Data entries
__________________________________________________
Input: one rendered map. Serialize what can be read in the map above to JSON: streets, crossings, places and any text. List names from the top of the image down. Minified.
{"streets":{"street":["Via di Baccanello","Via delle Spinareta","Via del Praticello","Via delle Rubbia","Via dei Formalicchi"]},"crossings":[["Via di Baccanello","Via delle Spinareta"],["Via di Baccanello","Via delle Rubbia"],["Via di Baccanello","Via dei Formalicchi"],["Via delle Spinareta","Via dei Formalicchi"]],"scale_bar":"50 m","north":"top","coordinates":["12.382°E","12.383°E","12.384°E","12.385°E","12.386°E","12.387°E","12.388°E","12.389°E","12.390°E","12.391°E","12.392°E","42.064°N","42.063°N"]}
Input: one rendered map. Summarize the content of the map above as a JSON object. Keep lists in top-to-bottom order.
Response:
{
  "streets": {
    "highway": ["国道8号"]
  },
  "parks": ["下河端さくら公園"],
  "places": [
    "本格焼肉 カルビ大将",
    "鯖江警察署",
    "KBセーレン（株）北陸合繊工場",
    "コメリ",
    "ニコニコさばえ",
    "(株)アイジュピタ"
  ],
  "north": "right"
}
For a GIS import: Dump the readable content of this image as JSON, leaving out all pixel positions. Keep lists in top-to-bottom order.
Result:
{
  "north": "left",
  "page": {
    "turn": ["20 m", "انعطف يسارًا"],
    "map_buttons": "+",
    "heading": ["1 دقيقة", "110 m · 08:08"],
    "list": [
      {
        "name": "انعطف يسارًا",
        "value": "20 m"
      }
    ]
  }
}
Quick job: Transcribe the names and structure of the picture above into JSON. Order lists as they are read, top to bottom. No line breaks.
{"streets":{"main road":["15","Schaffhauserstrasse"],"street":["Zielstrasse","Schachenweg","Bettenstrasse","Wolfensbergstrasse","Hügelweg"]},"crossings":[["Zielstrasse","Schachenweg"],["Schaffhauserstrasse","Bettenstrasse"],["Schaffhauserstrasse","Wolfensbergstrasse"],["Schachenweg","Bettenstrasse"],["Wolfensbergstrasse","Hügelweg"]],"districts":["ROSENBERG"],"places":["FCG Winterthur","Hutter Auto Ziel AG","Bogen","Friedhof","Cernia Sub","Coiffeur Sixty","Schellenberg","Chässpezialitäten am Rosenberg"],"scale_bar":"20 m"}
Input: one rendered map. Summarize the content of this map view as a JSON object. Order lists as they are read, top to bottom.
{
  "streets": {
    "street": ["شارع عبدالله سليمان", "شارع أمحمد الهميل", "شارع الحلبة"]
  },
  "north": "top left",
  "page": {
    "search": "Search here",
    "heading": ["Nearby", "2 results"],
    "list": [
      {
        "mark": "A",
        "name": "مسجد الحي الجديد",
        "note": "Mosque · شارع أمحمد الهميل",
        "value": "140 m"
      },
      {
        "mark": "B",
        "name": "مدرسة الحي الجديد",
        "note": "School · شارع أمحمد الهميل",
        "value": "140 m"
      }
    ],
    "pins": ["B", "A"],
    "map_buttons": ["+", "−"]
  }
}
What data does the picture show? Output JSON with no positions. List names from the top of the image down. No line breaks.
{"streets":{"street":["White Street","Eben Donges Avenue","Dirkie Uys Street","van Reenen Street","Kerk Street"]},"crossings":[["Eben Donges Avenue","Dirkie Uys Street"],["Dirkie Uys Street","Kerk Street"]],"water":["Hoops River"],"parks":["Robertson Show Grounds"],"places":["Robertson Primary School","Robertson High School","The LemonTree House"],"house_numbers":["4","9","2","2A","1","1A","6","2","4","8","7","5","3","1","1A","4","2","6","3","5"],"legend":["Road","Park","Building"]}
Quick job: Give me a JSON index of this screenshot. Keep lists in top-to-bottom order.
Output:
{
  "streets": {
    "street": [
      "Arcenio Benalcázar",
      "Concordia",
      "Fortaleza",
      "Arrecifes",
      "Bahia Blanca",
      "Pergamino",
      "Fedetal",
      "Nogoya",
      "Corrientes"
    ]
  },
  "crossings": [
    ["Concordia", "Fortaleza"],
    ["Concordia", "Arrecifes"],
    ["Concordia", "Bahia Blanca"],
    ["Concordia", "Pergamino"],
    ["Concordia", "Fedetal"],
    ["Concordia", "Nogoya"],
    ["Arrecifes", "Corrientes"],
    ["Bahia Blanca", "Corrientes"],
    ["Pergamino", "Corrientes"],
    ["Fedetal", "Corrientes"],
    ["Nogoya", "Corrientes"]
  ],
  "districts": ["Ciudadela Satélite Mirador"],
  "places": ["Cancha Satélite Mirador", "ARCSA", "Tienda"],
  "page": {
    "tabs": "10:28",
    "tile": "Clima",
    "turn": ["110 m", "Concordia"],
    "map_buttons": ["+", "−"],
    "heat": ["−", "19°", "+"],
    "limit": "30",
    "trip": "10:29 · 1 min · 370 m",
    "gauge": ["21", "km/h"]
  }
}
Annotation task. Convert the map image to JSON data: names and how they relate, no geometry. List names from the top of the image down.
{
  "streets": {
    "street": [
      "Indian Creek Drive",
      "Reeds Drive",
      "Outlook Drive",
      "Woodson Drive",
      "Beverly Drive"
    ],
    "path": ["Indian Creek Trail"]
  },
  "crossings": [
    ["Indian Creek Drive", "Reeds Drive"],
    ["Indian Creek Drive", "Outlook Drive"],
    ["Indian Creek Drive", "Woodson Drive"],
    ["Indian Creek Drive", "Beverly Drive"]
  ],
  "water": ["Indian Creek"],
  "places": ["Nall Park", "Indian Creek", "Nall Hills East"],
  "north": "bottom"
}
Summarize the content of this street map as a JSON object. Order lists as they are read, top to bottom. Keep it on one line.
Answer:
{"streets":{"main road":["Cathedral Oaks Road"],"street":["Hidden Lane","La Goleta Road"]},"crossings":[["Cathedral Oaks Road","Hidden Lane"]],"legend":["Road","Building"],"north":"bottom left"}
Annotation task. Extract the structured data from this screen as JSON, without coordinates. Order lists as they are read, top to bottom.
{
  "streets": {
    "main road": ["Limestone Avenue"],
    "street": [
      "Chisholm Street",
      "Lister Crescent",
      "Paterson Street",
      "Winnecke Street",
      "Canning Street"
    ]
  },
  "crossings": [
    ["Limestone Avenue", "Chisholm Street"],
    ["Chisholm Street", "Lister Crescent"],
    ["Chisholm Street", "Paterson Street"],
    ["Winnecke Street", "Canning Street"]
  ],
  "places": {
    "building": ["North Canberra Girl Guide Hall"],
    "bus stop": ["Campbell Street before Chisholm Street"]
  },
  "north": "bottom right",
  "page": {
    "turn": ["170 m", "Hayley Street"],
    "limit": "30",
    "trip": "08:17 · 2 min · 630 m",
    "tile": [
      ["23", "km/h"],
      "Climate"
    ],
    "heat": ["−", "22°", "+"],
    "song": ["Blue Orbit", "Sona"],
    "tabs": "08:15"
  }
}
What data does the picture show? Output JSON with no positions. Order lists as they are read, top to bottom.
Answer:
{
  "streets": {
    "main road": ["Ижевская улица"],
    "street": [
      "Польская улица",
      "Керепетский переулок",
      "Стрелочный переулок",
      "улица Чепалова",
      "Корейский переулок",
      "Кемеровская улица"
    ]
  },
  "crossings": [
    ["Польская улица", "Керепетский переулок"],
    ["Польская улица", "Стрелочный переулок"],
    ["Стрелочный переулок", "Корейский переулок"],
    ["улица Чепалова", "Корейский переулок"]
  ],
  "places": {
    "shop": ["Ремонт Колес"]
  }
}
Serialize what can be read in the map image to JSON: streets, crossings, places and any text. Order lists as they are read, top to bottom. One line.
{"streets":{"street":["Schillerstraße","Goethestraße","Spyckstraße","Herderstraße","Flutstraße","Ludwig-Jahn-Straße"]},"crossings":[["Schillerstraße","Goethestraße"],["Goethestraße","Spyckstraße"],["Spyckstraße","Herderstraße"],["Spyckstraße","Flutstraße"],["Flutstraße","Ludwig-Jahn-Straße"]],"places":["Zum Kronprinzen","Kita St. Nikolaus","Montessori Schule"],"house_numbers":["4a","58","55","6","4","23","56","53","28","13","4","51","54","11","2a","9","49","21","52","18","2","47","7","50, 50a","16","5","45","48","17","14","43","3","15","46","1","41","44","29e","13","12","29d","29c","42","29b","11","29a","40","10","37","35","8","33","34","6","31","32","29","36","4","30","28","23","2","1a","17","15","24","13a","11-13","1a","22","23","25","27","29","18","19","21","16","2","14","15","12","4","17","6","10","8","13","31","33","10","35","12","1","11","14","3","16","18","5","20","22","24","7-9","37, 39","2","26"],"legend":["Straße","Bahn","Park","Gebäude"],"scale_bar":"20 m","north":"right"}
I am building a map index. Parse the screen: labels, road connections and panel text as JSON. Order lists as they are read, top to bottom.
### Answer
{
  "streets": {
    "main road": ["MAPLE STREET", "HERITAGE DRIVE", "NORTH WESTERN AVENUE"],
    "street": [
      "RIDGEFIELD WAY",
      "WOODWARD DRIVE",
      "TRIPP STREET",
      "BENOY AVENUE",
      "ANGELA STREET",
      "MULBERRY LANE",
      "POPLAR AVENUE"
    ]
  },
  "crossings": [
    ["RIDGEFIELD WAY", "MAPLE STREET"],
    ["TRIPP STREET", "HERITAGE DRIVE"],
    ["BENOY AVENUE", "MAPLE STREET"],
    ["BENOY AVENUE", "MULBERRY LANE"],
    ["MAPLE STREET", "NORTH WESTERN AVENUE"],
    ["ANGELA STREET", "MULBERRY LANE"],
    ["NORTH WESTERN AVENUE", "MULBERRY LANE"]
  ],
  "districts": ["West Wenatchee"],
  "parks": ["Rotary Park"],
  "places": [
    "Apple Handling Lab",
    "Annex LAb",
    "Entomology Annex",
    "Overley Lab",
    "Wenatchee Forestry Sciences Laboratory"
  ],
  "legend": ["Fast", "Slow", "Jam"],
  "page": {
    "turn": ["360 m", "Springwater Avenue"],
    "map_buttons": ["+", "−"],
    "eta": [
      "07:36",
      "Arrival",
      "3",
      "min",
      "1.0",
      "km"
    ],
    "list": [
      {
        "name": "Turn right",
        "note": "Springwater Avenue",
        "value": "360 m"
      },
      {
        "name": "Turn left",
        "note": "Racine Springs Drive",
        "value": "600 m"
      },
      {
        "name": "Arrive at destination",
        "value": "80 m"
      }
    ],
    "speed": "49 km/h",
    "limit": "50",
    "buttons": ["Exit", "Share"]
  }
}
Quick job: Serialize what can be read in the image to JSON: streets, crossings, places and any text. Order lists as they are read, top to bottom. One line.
__________________________________________________
Set down, from the entries above, exactly the lines from the one with "down. No line breaks." up to and including the one with "Quick job: Give", and no other lines.

What data does the picture show? Output JSON with no positions. List names from the top of the image down. No line breaks.
{"streets":{"street":["White Street","Eben Donges Avenue","Dirkie Uys Street","van Reenen Street","Kerk Street"]},"crossings":[["Eben Donges Avenue","Dirkie Uys Street"],["Dirkie Uys Street","Kerk Street"]],"water":["Hoops River"],"parks":["Robertson Show Grounds"],"places":["Robertson Primary School","Robertson High School","The LemonTree House"],"house_numbers":["4","9","2","2A","1","1A","6","2","4","8","7","5","3","1","1A","4","2","6","3","5"],"legend":["Road","Park","Building"]}
Quick job: Give me a JSON index of this screenshot. Keep lists in top-to-bottom order.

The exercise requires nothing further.